Reputation: 7313
It seems grep is "greedy" in the way it returns matches. Assuming I've the following data:
Sources <- c(
"Coal burning plant",
"General plant",
"coalescent plantation",
"Charcoal burning plant"
)
Registry <- seq(from = 1100, to = 1103, by = 1)
df <- data.frame(Registry, Sources)
If I perform grep("(?=.*[Pp]lant)(?=.*[Cc]oal)", df$Sources, perl = TRUE, value = TRUE)
, it returns
"Coal burning plant"
"coalescent plantation"
"Charcoal burning plant"
However, I only want to return exact match, i.e. only where "coal" and "plant" occur.
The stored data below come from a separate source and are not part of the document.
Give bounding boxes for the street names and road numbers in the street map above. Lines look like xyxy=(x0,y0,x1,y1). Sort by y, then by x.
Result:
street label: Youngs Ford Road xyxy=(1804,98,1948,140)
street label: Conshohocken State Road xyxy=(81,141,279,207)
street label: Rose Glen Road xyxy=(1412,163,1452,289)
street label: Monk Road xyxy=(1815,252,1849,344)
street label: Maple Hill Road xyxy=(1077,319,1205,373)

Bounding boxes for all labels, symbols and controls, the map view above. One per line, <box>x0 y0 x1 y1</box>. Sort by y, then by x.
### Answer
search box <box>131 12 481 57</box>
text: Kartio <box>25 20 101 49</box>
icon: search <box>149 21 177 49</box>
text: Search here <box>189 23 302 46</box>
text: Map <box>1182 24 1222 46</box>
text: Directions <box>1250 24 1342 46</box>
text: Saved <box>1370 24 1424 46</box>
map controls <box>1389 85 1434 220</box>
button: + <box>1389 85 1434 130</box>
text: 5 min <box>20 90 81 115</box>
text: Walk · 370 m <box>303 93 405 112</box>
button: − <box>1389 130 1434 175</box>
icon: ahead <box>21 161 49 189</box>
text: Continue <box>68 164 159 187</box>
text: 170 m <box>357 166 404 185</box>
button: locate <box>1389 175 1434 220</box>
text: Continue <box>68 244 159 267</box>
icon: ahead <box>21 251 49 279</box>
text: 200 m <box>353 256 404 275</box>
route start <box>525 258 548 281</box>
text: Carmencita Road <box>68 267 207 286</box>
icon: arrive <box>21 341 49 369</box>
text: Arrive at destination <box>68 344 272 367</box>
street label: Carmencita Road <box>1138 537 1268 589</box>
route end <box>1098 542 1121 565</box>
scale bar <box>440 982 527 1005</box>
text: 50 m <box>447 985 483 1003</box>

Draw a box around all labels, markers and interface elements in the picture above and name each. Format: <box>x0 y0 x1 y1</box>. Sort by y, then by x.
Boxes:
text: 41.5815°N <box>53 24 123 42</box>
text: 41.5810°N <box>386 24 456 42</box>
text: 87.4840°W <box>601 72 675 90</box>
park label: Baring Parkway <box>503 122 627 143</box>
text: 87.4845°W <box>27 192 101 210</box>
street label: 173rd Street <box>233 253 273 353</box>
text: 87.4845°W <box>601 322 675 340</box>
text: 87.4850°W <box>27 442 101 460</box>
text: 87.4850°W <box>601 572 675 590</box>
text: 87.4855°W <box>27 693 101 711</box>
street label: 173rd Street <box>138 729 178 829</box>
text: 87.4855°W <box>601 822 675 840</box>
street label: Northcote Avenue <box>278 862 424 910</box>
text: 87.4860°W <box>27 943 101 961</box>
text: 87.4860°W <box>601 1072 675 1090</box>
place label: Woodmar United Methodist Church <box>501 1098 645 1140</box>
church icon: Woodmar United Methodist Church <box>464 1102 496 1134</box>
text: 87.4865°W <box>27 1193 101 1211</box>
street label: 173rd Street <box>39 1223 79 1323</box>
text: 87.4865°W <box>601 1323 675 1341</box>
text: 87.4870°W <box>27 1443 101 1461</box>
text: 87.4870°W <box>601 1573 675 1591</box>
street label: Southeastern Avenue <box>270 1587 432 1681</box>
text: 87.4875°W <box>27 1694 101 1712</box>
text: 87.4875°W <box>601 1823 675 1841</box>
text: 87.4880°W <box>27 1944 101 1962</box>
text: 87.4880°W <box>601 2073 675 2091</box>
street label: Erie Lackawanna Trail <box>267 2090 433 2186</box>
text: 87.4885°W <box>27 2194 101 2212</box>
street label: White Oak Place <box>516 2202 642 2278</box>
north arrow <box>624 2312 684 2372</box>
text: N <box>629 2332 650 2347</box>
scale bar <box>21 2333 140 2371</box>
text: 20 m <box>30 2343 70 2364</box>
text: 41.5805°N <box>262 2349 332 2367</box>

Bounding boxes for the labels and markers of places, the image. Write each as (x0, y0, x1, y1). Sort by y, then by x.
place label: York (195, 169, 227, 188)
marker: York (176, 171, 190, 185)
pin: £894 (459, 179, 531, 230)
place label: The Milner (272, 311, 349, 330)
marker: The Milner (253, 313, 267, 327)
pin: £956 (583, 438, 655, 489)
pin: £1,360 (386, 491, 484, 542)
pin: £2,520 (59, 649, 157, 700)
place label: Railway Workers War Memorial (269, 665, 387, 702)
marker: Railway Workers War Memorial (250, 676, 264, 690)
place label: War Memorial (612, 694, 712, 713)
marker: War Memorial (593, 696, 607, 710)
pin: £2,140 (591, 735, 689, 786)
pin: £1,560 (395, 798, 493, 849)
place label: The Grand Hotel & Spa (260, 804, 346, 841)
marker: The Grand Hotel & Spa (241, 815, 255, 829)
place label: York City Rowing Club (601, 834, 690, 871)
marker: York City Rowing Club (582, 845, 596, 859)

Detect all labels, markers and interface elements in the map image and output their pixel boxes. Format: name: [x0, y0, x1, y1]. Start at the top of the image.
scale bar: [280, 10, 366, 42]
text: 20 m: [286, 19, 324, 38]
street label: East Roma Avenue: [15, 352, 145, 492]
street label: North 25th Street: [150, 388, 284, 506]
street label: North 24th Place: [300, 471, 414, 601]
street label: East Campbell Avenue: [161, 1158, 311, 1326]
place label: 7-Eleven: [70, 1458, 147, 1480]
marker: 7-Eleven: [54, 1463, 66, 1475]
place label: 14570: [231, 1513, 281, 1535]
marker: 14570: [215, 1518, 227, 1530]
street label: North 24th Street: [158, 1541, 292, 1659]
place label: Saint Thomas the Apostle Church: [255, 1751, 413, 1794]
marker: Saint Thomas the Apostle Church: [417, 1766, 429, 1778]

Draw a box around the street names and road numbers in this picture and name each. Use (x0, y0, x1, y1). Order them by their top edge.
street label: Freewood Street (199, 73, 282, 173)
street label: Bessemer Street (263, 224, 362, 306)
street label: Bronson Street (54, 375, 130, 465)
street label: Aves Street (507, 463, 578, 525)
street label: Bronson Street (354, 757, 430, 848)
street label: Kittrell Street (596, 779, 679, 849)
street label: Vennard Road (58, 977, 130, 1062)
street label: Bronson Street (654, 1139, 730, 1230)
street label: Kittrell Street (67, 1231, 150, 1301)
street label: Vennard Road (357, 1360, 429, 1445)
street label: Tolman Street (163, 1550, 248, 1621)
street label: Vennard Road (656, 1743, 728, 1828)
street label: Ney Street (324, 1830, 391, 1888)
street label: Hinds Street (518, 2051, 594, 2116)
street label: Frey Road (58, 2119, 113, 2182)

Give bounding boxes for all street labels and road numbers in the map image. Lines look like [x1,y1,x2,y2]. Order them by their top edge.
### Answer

I don't want "coalescent", "plantation" and so on. So for this, I only want to see "Coal burning plant"
Upvotes: 6
Views: 7678
Reputation: 70750
You want to use word boundaries \b
around your word patterns. A word boundary does not consume any characters. It asserts that on one side there is a word character, and on the other side there is not. You may also want to consider using the inline (?i)
modifier for case-insensitive matching.
grep('(?i)(?=.*\\bplant\\b)(?=.*\\bcoal\\b)', df$Sources, perl=T, value=T)
Upvotes: 8
Reputation: 206566
If you always want the order "coal" then "plant", then this should work
grep("\\b[Cc]oal\\b.*\\b[Pp]lant\\b", Sources, perl = TRUE, value=T)
Here we add \b
match which stands for a word boundary. You can add the word boundaries to your original attempt we well
grep("(?=.*\\b[Pp]lant\\b)(?=.*\\b[Cc]oal\\b)", Sources,
perl = TRUE, value = TRUE)
Upvotes: 2